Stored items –
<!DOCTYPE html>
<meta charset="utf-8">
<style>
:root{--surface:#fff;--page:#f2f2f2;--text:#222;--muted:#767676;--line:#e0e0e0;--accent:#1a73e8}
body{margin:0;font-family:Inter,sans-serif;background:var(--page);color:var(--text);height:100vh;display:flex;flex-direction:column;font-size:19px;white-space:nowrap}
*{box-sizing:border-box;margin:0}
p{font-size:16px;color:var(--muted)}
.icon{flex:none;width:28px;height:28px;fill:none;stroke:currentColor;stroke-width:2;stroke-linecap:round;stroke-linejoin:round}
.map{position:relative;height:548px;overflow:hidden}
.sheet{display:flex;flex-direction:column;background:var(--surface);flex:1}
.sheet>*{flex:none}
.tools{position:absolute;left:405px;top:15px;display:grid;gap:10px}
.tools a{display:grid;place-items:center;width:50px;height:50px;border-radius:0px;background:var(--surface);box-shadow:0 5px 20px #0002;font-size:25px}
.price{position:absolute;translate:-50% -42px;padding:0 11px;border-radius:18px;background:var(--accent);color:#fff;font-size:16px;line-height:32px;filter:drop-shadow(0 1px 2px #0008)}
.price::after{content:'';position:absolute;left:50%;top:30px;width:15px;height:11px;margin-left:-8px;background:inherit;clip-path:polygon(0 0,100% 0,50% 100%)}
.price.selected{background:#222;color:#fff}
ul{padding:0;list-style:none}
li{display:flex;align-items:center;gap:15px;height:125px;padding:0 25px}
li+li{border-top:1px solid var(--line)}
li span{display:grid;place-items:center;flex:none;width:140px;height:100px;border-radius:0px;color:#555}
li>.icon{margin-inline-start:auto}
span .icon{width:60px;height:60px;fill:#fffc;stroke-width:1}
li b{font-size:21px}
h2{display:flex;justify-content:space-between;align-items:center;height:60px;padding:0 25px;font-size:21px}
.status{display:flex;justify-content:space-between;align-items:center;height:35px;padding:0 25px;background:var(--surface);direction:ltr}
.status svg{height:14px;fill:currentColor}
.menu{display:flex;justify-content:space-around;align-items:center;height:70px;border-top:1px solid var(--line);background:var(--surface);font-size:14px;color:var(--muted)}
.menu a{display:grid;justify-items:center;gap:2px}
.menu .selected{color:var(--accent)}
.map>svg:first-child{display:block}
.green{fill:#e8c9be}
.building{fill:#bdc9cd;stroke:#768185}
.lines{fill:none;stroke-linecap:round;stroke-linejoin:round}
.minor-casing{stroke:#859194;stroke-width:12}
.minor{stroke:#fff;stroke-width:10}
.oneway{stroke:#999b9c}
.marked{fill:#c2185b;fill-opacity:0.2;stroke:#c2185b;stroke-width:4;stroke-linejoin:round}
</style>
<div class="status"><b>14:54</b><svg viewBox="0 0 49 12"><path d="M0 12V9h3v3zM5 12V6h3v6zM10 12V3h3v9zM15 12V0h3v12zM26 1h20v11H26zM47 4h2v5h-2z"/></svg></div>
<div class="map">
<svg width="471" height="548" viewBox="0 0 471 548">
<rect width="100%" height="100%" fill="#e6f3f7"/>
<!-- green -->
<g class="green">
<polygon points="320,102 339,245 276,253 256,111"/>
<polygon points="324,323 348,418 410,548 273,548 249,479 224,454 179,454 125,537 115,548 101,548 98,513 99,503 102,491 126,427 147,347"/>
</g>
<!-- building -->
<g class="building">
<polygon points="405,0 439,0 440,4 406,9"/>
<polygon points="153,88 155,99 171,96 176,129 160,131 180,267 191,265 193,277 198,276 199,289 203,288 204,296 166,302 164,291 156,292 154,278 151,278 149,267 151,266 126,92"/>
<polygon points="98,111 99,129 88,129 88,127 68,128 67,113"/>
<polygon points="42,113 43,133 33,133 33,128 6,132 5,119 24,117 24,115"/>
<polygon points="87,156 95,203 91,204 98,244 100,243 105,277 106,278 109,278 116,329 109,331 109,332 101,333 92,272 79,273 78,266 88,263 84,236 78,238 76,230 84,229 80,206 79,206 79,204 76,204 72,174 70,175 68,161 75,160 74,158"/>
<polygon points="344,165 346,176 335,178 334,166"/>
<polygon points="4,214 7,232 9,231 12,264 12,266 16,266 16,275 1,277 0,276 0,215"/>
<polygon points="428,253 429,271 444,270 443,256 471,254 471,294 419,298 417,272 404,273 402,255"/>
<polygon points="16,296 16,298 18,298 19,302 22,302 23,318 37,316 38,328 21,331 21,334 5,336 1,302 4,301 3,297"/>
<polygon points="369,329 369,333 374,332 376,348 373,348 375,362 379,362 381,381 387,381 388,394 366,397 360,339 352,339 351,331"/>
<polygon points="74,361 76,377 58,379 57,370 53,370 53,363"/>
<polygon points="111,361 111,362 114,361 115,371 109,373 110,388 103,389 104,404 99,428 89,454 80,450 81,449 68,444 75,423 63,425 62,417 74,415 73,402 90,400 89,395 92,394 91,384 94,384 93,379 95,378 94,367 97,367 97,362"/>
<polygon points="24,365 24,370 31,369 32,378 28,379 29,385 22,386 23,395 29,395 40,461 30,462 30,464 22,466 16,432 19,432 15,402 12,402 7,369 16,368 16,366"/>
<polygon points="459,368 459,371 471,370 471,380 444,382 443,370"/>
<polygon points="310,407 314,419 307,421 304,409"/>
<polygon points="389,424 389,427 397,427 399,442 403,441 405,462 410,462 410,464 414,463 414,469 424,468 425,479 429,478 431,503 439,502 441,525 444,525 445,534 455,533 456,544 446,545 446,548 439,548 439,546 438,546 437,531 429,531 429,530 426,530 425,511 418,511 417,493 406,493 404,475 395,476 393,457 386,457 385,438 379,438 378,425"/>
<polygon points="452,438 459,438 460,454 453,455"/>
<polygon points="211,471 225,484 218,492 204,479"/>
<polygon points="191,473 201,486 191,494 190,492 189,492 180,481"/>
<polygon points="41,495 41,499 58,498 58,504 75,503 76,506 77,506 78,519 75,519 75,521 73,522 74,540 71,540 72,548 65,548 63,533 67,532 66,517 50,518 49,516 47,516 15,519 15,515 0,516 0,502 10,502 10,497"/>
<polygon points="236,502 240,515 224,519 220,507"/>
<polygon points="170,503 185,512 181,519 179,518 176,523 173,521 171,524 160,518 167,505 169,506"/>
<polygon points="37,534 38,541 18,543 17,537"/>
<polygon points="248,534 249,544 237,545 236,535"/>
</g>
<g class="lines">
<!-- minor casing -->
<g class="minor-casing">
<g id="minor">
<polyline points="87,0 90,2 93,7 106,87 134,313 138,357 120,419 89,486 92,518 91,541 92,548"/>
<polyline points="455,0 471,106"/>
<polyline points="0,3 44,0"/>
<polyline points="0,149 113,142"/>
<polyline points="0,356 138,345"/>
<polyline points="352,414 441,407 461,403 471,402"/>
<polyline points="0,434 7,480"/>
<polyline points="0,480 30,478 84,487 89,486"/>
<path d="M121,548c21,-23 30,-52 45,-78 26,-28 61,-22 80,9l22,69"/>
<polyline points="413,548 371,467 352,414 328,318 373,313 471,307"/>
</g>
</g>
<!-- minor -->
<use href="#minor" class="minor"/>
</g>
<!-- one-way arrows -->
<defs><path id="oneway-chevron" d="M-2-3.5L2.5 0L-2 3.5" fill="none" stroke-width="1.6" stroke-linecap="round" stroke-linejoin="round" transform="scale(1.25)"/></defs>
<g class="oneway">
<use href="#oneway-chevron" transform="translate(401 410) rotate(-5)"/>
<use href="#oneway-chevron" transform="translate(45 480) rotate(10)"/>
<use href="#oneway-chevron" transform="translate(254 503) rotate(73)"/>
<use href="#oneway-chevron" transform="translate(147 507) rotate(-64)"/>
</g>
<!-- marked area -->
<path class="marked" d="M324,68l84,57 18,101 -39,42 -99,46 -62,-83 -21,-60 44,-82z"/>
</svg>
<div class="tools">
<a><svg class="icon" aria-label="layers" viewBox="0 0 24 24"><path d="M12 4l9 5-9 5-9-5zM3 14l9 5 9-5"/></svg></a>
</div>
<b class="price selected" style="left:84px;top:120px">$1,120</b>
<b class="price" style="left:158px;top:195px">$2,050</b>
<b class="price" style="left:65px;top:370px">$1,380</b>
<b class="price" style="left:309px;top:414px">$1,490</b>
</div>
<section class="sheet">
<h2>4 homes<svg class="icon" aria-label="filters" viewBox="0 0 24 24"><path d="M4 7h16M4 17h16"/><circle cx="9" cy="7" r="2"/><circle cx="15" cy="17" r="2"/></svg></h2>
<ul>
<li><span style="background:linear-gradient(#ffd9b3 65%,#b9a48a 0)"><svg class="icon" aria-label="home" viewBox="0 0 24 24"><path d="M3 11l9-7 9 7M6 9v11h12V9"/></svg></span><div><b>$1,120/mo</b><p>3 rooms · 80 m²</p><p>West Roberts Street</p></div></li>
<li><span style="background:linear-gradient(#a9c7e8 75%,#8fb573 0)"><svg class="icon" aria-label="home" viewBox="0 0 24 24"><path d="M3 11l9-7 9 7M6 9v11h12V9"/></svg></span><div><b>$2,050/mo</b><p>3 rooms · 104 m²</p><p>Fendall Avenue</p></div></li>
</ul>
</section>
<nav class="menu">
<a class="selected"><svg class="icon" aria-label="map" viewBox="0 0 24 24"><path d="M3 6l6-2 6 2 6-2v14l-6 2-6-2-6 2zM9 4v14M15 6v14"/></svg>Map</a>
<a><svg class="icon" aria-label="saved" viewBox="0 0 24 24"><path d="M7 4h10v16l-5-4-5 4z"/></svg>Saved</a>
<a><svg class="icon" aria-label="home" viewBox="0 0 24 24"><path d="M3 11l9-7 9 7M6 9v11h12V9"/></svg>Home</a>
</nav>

Brief –
Every line in the data above that contains the word "radius" should be copied.

Solution –
.tools a{display:grid;place-items:center;width:50px;height:50px;border-radius:0px;background:var(--surface);box-shadow:0 5px 20px #0002;font-size:25px}
.price{position:absolute;translate:-50% -42px;padding:0 11px;border-radius:18px;background:var(--accent);color:#fff;font-size:16px;line-height:32px;filter:drop-shadow(0 1px 2px #0008)}
li span{display:grid;place-items:center;flex:none;width:140px;height:100px;border-radius:0px;color:#555}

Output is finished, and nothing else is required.